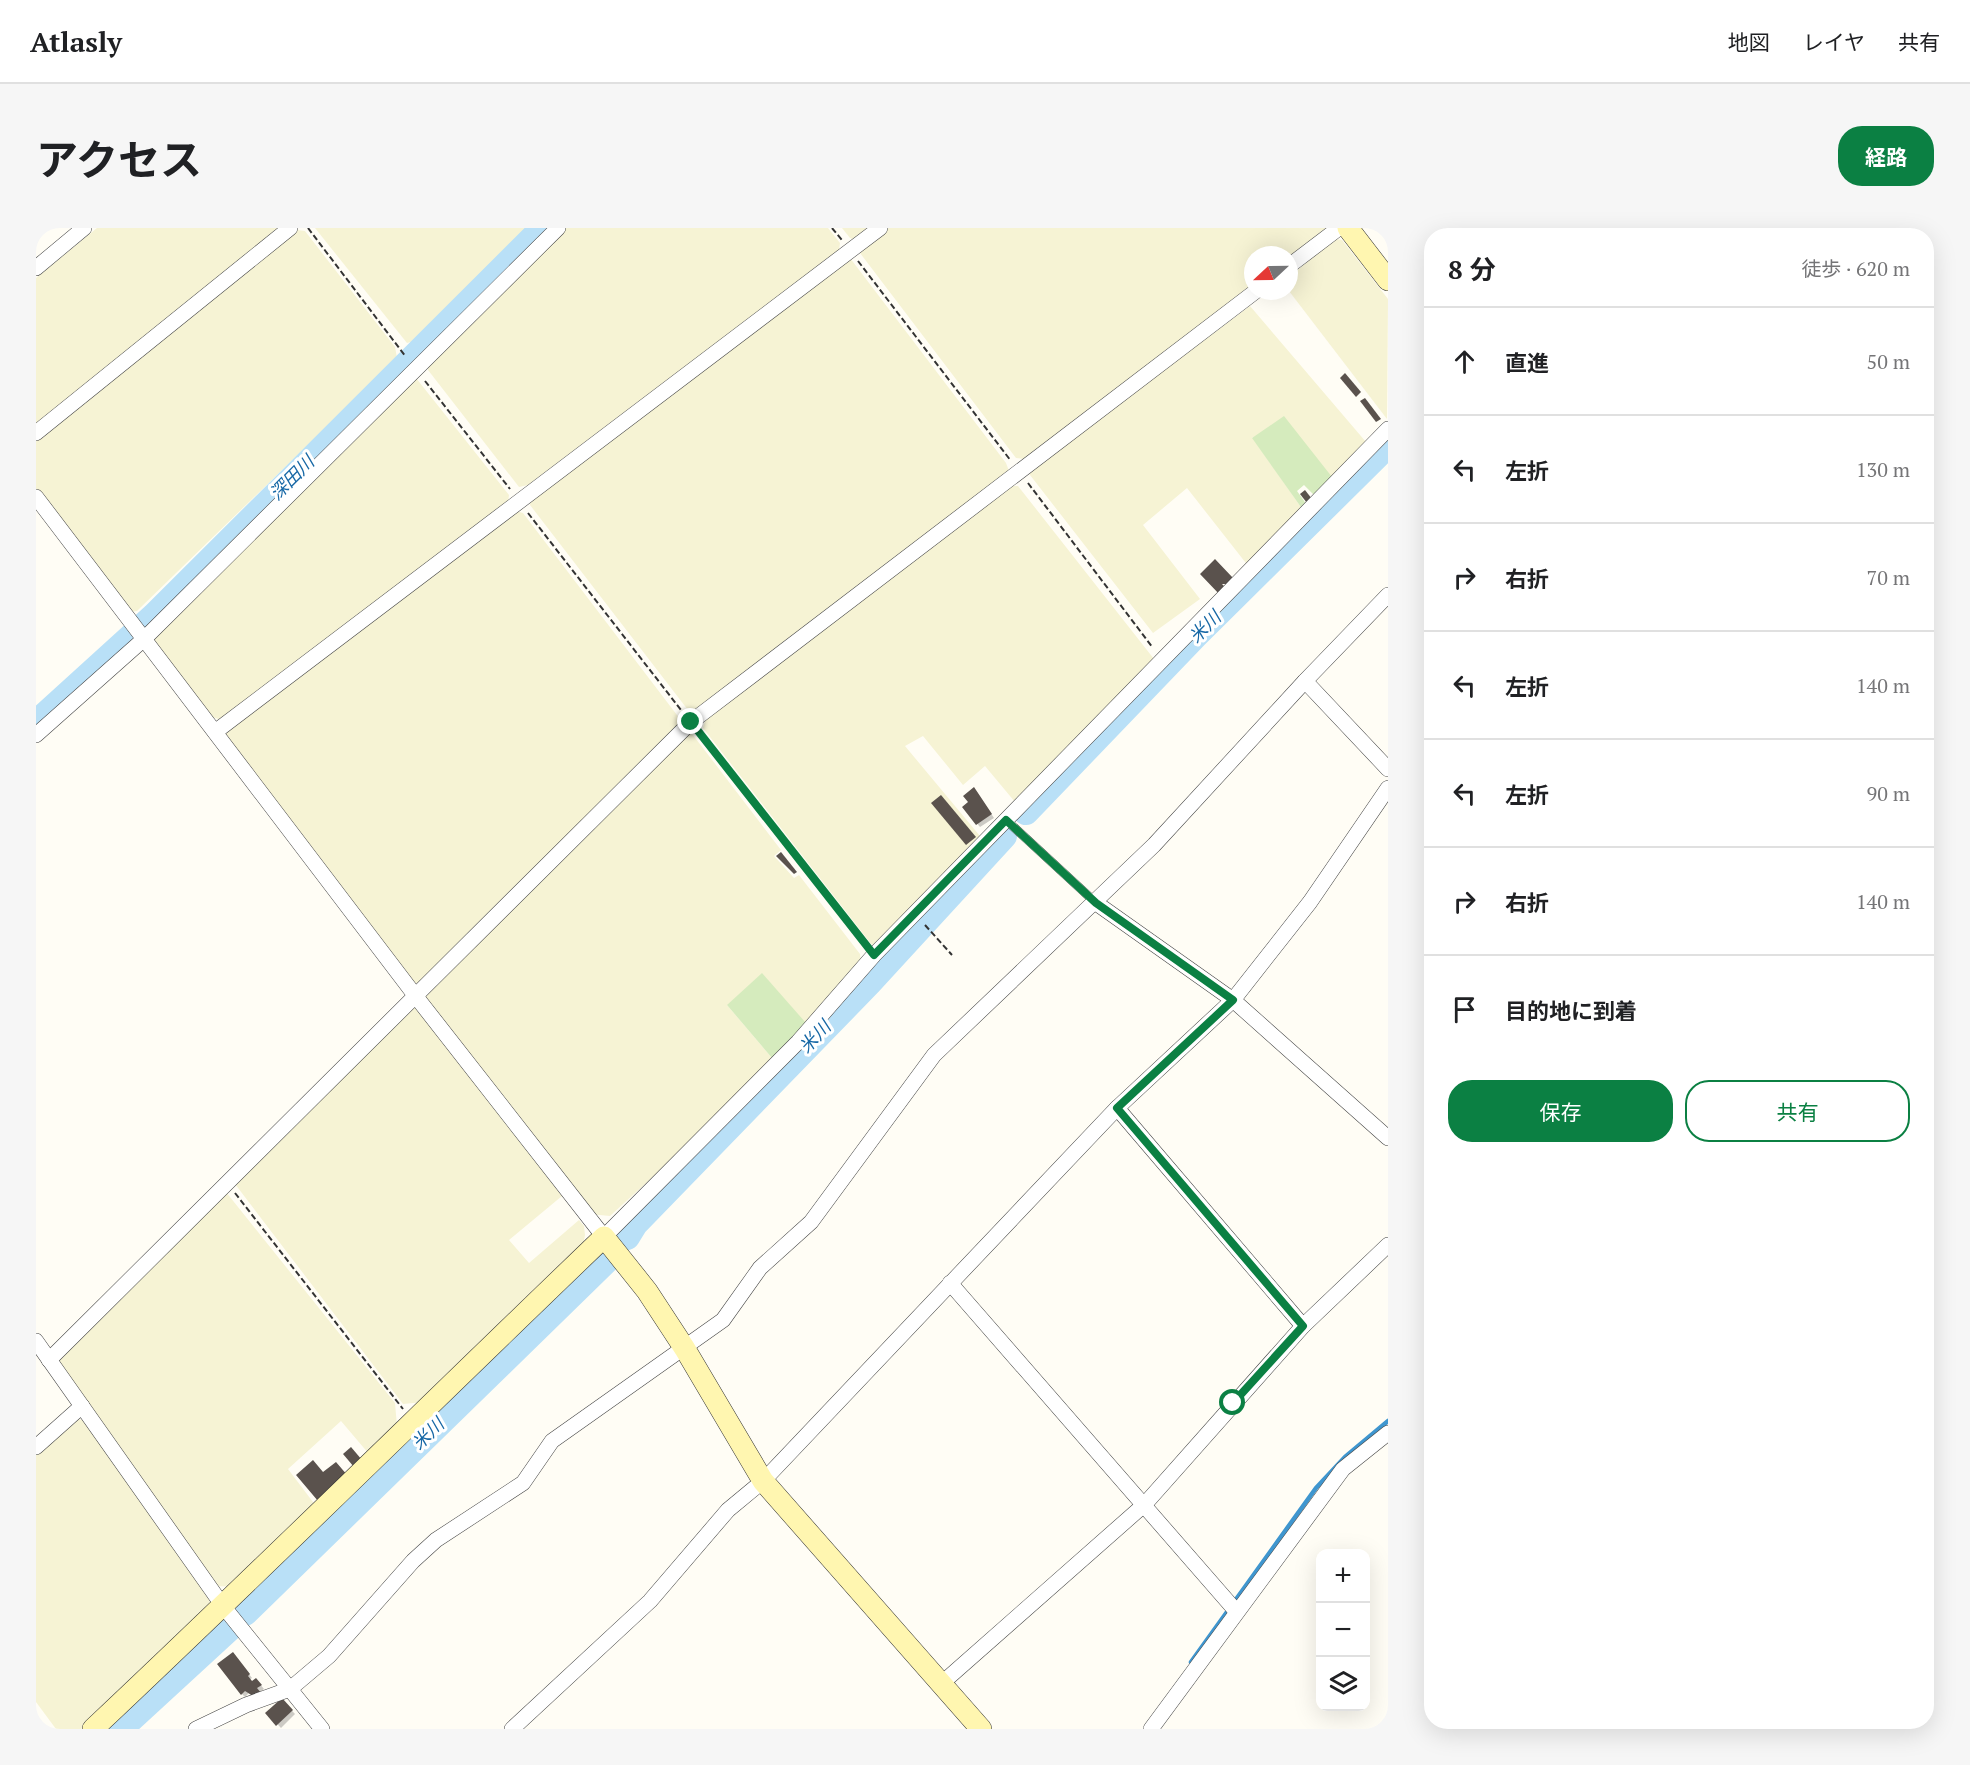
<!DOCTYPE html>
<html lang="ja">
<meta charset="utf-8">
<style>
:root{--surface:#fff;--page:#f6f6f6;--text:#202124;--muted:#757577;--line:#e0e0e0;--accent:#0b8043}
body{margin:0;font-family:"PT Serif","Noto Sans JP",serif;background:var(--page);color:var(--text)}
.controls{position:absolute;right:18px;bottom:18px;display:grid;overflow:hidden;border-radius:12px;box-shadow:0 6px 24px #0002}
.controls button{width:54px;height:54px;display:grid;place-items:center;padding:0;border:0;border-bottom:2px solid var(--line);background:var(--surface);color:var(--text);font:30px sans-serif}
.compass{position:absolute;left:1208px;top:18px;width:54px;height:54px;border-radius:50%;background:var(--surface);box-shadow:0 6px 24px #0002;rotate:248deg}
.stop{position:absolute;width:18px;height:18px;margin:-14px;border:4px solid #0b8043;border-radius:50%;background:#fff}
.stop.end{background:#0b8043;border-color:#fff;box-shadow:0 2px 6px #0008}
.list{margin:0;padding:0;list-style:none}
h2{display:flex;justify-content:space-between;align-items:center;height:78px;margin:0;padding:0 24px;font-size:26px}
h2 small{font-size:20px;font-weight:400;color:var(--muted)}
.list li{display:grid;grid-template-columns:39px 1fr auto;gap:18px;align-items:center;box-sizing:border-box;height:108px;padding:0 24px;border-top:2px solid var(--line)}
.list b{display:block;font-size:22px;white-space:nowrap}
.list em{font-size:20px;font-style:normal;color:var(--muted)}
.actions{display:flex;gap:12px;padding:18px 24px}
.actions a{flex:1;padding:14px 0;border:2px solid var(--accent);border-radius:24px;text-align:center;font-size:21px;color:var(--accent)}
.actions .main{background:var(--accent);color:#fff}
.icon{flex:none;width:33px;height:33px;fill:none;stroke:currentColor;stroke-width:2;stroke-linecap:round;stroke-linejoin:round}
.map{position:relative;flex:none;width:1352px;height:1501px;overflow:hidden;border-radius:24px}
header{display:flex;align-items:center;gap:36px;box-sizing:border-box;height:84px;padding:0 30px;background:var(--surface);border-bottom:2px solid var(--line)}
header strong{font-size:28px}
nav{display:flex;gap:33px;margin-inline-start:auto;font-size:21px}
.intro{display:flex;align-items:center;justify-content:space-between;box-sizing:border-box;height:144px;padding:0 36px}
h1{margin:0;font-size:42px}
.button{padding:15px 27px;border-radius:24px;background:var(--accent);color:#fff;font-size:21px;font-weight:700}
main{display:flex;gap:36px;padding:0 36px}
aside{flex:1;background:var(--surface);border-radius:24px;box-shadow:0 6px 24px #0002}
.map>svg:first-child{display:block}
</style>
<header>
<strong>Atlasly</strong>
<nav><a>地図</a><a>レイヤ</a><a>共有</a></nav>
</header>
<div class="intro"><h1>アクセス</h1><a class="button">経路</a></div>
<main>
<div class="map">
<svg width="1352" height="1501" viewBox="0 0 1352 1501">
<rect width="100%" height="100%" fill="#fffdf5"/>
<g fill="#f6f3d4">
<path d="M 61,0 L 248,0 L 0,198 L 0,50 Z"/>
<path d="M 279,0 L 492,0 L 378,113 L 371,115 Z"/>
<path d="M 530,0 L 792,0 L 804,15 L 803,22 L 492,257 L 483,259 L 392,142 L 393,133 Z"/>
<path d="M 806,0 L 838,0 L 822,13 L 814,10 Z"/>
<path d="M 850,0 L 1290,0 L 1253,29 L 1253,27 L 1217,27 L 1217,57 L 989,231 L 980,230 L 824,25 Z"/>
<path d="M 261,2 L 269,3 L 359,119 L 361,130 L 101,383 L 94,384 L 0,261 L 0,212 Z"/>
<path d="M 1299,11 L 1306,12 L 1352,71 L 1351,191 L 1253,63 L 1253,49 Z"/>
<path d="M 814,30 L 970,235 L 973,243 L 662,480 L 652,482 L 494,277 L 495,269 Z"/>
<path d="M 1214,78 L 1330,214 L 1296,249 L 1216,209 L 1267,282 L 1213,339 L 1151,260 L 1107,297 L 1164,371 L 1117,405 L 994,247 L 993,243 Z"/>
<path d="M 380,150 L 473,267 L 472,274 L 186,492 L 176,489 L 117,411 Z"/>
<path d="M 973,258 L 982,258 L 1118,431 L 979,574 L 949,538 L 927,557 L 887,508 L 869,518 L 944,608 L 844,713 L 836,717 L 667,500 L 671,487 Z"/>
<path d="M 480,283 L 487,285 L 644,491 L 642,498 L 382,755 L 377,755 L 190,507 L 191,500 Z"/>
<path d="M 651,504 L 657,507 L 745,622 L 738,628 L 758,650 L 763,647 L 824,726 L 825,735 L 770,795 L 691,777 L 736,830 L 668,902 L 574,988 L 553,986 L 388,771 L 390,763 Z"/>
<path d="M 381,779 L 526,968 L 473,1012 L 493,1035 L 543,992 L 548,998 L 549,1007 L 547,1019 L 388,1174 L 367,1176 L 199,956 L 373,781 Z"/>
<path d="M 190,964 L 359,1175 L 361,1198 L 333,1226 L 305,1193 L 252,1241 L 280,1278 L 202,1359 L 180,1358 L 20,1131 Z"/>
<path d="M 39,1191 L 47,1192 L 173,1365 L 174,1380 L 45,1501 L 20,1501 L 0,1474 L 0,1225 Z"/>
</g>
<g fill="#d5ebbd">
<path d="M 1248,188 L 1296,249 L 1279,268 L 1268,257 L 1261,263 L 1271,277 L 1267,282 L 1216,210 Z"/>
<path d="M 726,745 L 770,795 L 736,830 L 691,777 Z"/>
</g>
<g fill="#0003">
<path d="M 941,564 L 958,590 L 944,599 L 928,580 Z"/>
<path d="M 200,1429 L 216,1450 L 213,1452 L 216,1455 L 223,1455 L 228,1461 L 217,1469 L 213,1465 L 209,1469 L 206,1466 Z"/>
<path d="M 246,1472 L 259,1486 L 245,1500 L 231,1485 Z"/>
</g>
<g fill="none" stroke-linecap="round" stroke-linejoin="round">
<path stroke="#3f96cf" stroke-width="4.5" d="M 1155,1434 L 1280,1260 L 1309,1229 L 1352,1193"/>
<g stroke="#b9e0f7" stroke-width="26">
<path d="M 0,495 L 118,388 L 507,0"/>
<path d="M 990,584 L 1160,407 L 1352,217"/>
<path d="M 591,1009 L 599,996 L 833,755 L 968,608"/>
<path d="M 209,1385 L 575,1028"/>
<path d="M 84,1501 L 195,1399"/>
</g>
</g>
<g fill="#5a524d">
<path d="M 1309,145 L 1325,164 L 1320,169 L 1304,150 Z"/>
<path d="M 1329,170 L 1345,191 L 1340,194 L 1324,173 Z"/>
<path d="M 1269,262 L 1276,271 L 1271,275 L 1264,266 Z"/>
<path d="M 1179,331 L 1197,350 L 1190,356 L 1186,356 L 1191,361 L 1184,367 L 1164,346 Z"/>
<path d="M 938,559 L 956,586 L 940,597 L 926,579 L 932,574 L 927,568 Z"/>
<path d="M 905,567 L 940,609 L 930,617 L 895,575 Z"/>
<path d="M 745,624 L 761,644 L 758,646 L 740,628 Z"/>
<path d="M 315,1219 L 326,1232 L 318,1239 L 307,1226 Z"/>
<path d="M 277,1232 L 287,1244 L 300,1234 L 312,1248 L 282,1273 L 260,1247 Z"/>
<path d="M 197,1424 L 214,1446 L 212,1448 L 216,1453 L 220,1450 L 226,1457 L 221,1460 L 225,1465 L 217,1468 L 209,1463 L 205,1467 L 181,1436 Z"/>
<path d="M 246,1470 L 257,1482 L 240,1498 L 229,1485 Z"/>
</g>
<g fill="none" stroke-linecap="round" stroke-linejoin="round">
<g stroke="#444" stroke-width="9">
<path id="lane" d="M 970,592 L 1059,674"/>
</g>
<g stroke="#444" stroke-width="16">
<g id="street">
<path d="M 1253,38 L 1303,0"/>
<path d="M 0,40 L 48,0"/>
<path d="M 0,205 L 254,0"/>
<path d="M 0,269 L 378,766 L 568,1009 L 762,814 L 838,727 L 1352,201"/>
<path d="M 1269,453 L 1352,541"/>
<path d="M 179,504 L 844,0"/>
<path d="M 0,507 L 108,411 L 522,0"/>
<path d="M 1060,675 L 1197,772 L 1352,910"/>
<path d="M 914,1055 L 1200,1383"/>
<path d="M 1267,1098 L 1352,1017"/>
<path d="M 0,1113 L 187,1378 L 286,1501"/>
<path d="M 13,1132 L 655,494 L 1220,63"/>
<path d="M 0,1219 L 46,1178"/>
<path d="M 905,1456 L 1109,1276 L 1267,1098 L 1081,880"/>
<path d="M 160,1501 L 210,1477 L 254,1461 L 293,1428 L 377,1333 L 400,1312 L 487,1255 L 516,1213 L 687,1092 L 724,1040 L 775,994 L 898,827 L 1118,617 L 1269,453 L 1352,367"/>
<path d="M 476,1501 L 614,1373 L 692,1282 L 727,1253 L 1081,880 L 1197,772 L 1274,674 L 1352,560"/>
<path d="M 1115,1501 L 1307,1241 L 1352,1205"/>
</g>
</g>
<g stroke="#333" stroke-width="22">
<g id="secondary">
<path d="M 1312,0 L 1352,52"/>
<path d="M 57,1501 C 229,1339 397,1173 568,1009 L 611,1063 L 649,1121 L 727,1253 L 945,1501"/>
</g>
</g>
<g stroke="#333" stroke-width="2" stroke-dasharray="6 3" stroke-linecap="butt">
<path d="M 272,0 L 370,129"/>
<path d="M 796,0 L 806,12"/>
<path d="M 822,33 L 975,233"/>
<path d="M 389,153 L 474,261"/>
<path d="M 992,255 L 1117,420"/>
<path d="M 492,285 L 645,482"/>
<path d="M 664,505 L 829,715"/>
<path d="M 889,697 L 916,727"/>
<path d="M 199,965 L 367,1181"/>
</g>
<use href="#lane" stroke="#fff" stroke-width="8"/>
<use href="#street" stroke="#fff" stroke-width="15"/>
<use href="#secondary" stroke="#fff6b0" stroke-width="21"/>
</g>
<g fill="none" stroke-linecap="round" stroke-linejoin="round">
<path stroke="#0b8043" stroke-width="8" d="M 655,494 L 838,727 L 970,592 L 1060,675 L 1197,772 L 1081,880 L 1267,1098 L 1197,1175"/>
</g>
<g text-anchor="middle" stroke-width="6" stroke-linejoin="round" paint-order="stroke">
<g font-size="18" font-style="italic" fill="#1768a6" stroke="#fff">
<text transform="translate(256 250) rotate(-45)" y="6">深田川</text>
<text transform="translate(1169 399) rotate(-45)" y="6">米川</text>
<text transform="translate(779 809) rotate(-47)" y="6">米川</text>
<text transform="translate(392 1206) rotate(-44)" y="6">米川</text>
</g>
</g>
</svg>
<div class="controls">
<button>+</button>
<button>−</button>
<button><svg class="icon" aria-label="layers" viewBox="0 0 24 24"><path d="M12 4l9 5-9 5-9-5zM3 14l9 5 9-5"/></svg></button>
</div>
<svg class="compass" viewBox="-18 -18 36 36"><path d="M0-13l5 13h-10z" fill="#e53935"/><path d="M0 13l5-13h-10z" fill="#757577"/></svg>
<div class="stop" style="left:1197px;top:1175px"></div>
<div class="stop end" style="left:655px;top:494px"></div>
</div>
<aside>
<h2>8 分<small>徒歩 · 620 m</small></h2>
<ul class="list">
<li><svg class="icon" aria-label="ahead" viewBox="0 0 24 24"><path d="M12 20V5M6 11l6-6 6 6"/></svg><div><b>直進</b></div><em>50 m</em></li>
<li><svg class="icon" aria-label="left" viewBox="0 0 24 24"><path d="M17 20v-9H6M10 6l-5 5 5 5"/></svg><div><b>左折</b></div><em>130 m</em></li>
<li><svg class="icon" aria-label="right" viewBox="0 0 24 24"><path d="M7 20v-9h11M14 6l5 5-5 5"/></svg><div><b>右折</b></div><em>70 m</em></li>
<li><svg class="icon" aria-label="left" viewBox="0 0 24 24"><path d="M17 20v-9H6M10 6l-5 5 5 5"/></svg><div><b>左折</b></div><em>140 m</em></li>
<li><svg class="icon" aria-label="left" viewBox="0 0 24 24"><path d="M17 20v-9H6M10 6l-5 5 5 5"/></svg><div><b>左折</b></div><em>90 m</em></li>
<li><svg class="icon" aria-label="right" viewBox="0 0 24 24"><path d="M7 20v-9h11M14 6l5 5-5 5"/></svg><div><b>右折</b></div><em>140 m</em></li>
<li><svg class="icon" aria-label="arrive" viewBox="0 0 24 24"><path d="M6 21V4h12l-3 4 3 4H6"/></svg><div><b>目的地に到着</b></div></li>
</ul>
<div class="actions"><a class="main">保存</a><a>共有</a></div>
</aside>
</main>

What to produce: What lines of the material contain "sizing"? Show them.

Output of the task:
.list li{display:grid;grid-template-columns:39px 1fr auto;gap:18px;align-items:center;box-sizing:border-box;height:108px;padding:0 24px;border-top:2px solid var(--line)}
header{display:flex;align-items:center;gap:36px;box-sizing:border-box;height:84px;padding:0 30px;background:var(--surface);border-bottom:2px solid var(--line)}
.intro{display:flex;align-items:center;justify-content:space-between;box-sizing:border-box;height:144px;padding:0 36px}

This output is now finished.